WHAT IS REQUIRED: From the data below, give the number of lines holding the word "street", with nothing else added.

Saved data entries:
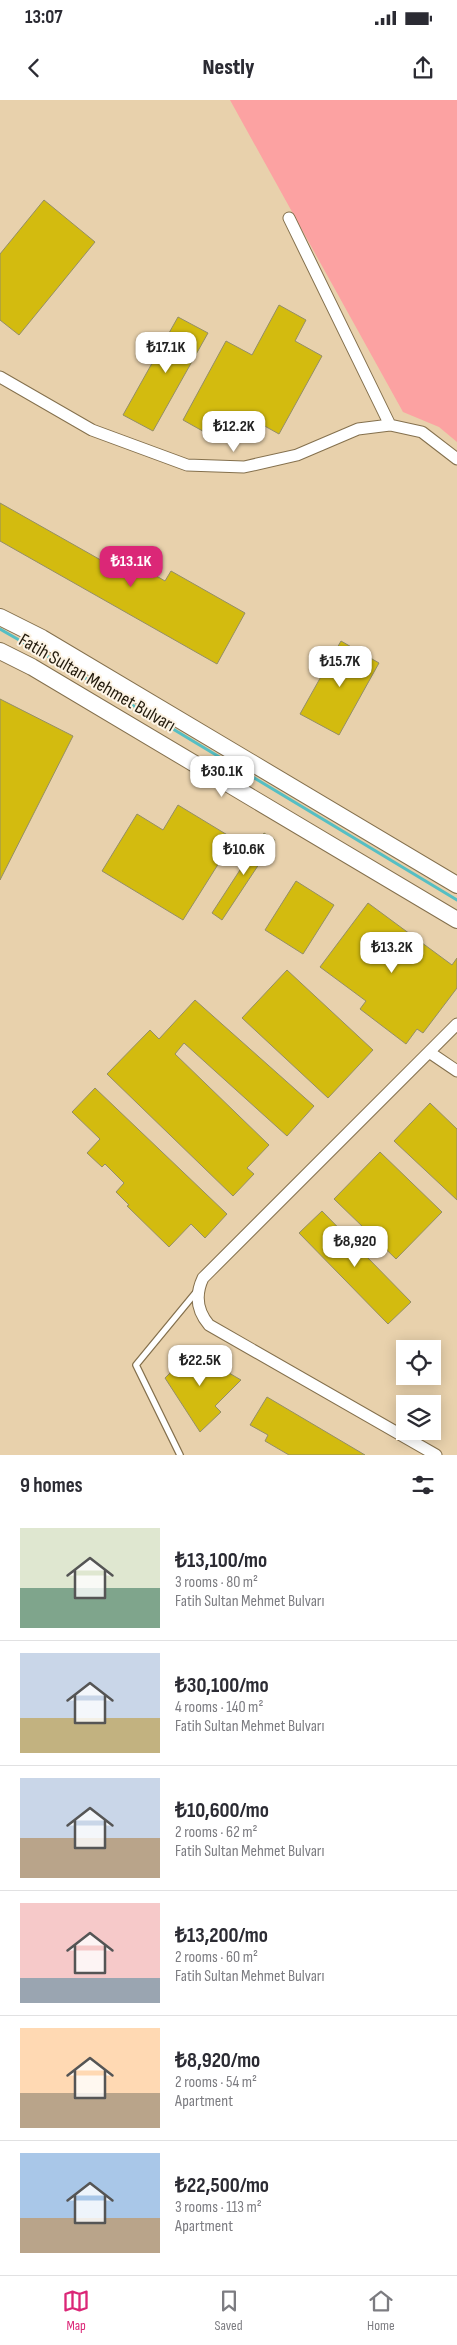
<!DOCTYPE html>
<meta charset="utf-8">
<style>
:root{--surface:#fff;--page:#f2f2f3;--text:#2b2b33;--muted:#7c7c81;--line:#e1e1e2;--accent:#db2777}
body{margin:0;font-family:"Sofia Sans Condensed",sans-serif;background:var(--page);color:var(--text);height:100vh;display:flex;flex-direction:column;font-size:19px;white-space:nowrap}
*{box-sizing:border-box;margin:0}
p{font-size:16px;color:var(--muted)}
.icon{flex:none;width:28px;height:28px;fill:none;stroke:currentColor;stroke-width:2;stroke-linecap:round;stroke-linejoin:round}
.map{position:relative;height:1355px;overflow:hidden}
.details{display:flex;flex-direction:column;background:var(--surface);flex:1}
.details>*{flex:none}
.fabs{position:absolute;left:396px;top:1240px;display:grid;gap:10px}
.fabs a{display:grid;place-items:center;width:45px;height:45px;border-radius:0px;background:var(--surface);box-shadow:0 2px 12px #0003;font-size:25px}
.price{position:absolute;translate:-50% -42px;padding:0 11px;border-radius:10px;background:#fff;color:#222;font-size:16px;line-height:32px;filter:drop-shadow(0 1px 2px #0008)}
.price::after{content:'';position:absolute;left:50%;top:30px;width:15px;height:11px;margin-left:-8px;background:inherit;clip-path:polygon(0 0,100% 0,50% 100%)}
.price.active{background:var(--accent);color:#fff}
ul{padding:0;list-style:none}
li{display:flex;align-items:center;gap:15px;height:125px;padding:0 20px}
li+li{border-top:1px solid var(--line)}
li span{display:grid;place-items:center;flex:none;width:140px;height:100px;border-radius:0px;color:#555}
li>.icon{margin-inline-start:auto}
span .icon{width:60px;height:60px;fill:#fffc;stroke-width:1}
li b{font-size:21px}
h2{display:flex;justify-content:space-between;align-items:center;height:60px;padding:0 20px;font-size:21px}
.status{display:flex;justify-content:space-between;align-items:center;height:35px;padding:0 25px;background:var(--surface);direction:ltr}
.status svg{height:14px;fill:currentColor}
header{display:flex;justify-content:space-between;align-items:center;height:65px;padding:0 20px;background:var(--surface);font-size:22px;font-weight:800}
.menu{display:flex;justify-content:space-around;align-items:center;height:70px;border-top:1px solid var(--line);background:var(--surface);font-size:14px;color:var(--muted)}
.menu a{display:grid;justify-items:center;gap:2px}
.menu .active{color:var(--accent)}
.map>svg:first-child{display:block}
.green{fill:#fca2a2}
.lines{fill:none;stroke-linecap:round;stroke-linejoin:round}
.stream{stroke:#55bfc4;stroke-width:3}
.building{fill:#d3bb0f;stroke:#948e66}
.service-casing{stroke:#84704d;stroke-width:8}
.minor-casing{stroke:#84704d;stroke-width:13}
.secondary-casing{stroke:#84704d;stroke-width:18}
.service{stroke:#fff;stroke-width:5.5}
.minor{stroke:#fff;stroke-width:11}
.secondary{stroke:#fff;stroke-width:16}
.labels{text-anchor:middle;dominant-baseline:central;stroke-width:4;stroke-linejoin:round;paint-order:stroke}
.street-label{font-size:19px;fill:#231b0d;stroke:#fdf4e5}
</style>
<div class="status"><b>13:07</b><svg viewBox="0 0 49 12"><path d="M0 12V9h3v3zM5 12V6h3v6zM10 12V3h3v9zM15 12V0h3v12zM26 1h20v11H26zM47 4h2v5h-2z"/></svg></div>
<header><svg class="icon" aria-label="back" viewBox="0 0 24 24"><path d="M15 5l-7 7 7 7"/></svg>Nestly<svg class="icon" aria-label="share" viewBox="0 0 24 24"><path d="M12 15V3M7 8l5-5 5 5M5 13v7h14v-7"/></svg></header>
<div class="map">
<svg width="457" height="1355" viewBox="0 0 457 1355">
<rect width="100%" height="100%" fill="#e8d1ac"/>
<path class="green" d="M230,0h227v342l-18,-15 -36,-15z"/>
<g class="lines">
<path class="stream" d="M0,529l153,88 304,183"/>
</g>
<path class="building" d="M44,100l51,42 -76,93 -19,-15v-66z
M279,205l27,15 -11,21 27,15 -43,78 -27,-15 -11,20 -27,-15 -6,10 -25,-14 43,-79 26,14z
M178,217l30,16 -55,98 -30,-16z
M0,403l106,60 7,-12 52,30 6,-10 74,42 -28,51 -217,-123z
M341,541l38,22 -40,72 -39,-21z
M0,599l73,37 -73,144z
M178,705l56,34 -51,81 -81,-49 35,-57 26,16z
M264,733l11,7 -53,80 -10,-7z
M296,781l38,24 -31,49 -38,-24z
M368,803l84,62 5,-7v30l-34,45 -6,-4 -11,15 -46,-35 6,-8 -46,-34z
M287,870l86,80 -45,48 -86,-80z
M195,900l119,106 -27,30 -103,-93 -9,11 94,91 -22,23 7,6 -21,22 -126,-122 43,-44 9,9z
M95,988l132,126 -22,24 -14,-14 -22,23 -42,-41 2,-1 -13,-13 8,-9 -19,-19 -3,3 -15,-14 13,-14 -28,-27z
M430,1003l27,26v71l-63,-59z
M380,1052l62,60 -46,47 -62,-60z
M322,1111l89,91 -23,22 -89,-91z
M188,1249l53,31 -26,26 6,6 -21,20 -35,-54 9,-9 -3,-3z
M267,1297l98,58h-76l-24,-14 3,-6 -18,-10z"/>
<g class="lines">
<g class="service-casing">
<path id="service" d="M180,1355l-44,-90 61,-74"/>
</g>
<g class="minor-casing">
<path id="minor" d="M289,118l101,207
M0,277l92,53 95,35 57,2 53,-12 61,-26 32,-4 32,7 35,27
M429,952l28,19
M436,1355l-227,-130c-12,-14 -14,-30 -6,-47l254,-254"/>
</g>
<g class="secondary-casing">
<path id="secondary" d="M0,517l42,21 415,247
M0,551l32,16 425,253"/>
</g>
<use href="#service" class="service"/>
<use href="#minor" class="minor"/>
<use href="#secondary" class="secondary"/>
</g>
<g class="labels">
<g class="street-label">
<text transform="translate(97 583) rotate(30)">Fatih Sultan Mehmet Bulvarı</text>
</g>
</g>
</svg>
<div class="fabs">
<a><svg class="icon" aria-label="locate" viewBox="0 0 24 24"><circle cx="12" cy="12" r="6"/><path d="M12 2v4M12 18v4M2 12h4M18 12h4"/></svg></a>
<a><svg class="icon" aria-label="layers" viewBox="0 0 24 24"><path d="M12 4l9 5-9 5-9-5zM3 14l9 5 9-5"/></svg></a>
</div>
<b class="price" style="left:166px;top:274px">₺17.1K</b>
<b class="price" style="left:234px;top:353px">₺12.2K</b>
<b class="price active" style="left:131px;top:488px">₺13.1K</b>
<b class="price" style="left:340px;top:588px">₺15.7K</b>
<b class="price" style="left:222px;top:698px">₺30.1K</b>
<b class="price" style="left:244px;top:776px">₺10.6K</b>
<b class="price" style="left:392px;top:874px">₺13.2K</b>
<b class="price" style="left:355px;top:1168px">₺8,920</b>
<b class="price" style="left:200px;top:1287px">₺22.5K</b>
</div>
<section class="details">
<h2>9 homes<svg class="icon" aria-label="filters" viewBox="0 0 24 24"><path d="M4 7h16M4 17h16"/><circle cx="9" cy="7" r="2"/><circle cx="15" cy="17" r="2"/></svg></h2>
<ul>
<li><span style="background:linear-gradient(#dfe7d0 60%,#7fa58c 0)"><svg class="icon" aria-label="home" viewBox="0 0 24 24"><path d="M3 11l9-7 9 7M6 9v11h12V9"/></svg></span><div><b>₺13,100/mo</b><p>3 rooms · 80 m²</p><p>Fatih Sultan Mehmet Bulvarı</p></div></li>
<li><span style="background:linear-gradient(#c9d6e8 65%,#c2b280 0)"><svg class="icon" aria-label="home" viewBox="0 0 24 24"><path d="M3 11l9-7 9 7M6 9v11h12V9"/></svg></span><div><b>₺30,100/mo</b><p>4 rooms · 140 m²</p><p>Fatih Sultan Mehmet Bulvarı</p></div></li>
<li><span style="background:linear-gradient(#c9d6e8 60%,#b9a48a 0)"><svg class="icon" aria-label="home" viewBox="0 0 24 24"><path d="M3 11l9-7 9 7M6 9v11h12V9"/></svg></span><div><b>₺10,600/mo</b><p>2 rooms · 62 m²</p><p>Fatih Sultan Mehmet Bulvarı</p></div></li>
<li><span style="background:linear-gradient(#f6c9c9 75%,#9aa5b1 0)"><svg class="icon" aria-label="home" viewBox="0 0 24 24"><path d="M3 11l9-7 9 7M6 9v11h12V9"/></svg></span><div><b>₺13,200/mo</b><p>2 rooms · 60 m²</p><p>Fatih Sultan Mehmet Bulvarı</p></div></li>
<li><span style="background:linear-gradient(#ffd9b3 65%,#b9a48a 0)"><svg class="icon" aria-label="home" viewBox="0 0 24 24"><path d="M3 11l9-7 9 7M6 9v11h12V9"/></svg></span><div><b>₺8,920/mo</b><p>2 rooms · 54 m²</p><p>Apartment</p></div></li>
<li><span style="background:linear-gradient(#a9c7e8 65%,#b9a48a 0)"><svg class="icon" aria-label="home" viewBox="0 0 24 24"><path d="M3 11l9-7 9 7M6 9v11h12V9"/></svg></span><div><b>₺22,500/mo</b><p>3 rooms · 113 m²</p><p>Apartment</p></div></li>
</ul>
</section>
<nav class="menu">
<a class="active"><svg class="icon" aria-label="map" viewBox="0 0 24 24"><path d="M3 6l6-2 6 2 6-2v14l-6 2-6-2-6 2zM9 4v14M15 6v14"/></svg>Map</a>
<a><svg class="icon" aria-label="saved" viewBox="0 0 24 24"><path d="M7 4h10v16l-5-4-5 4z"/></svg>Saved</a>
<a><svg class="icon" aria-label="home" viewBox="0 0 24 24"><path d="M3 11l9-7 9 7M6 9v11h12V9"/></svg>Home</a>
</nav>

TASK SOLUTION: 2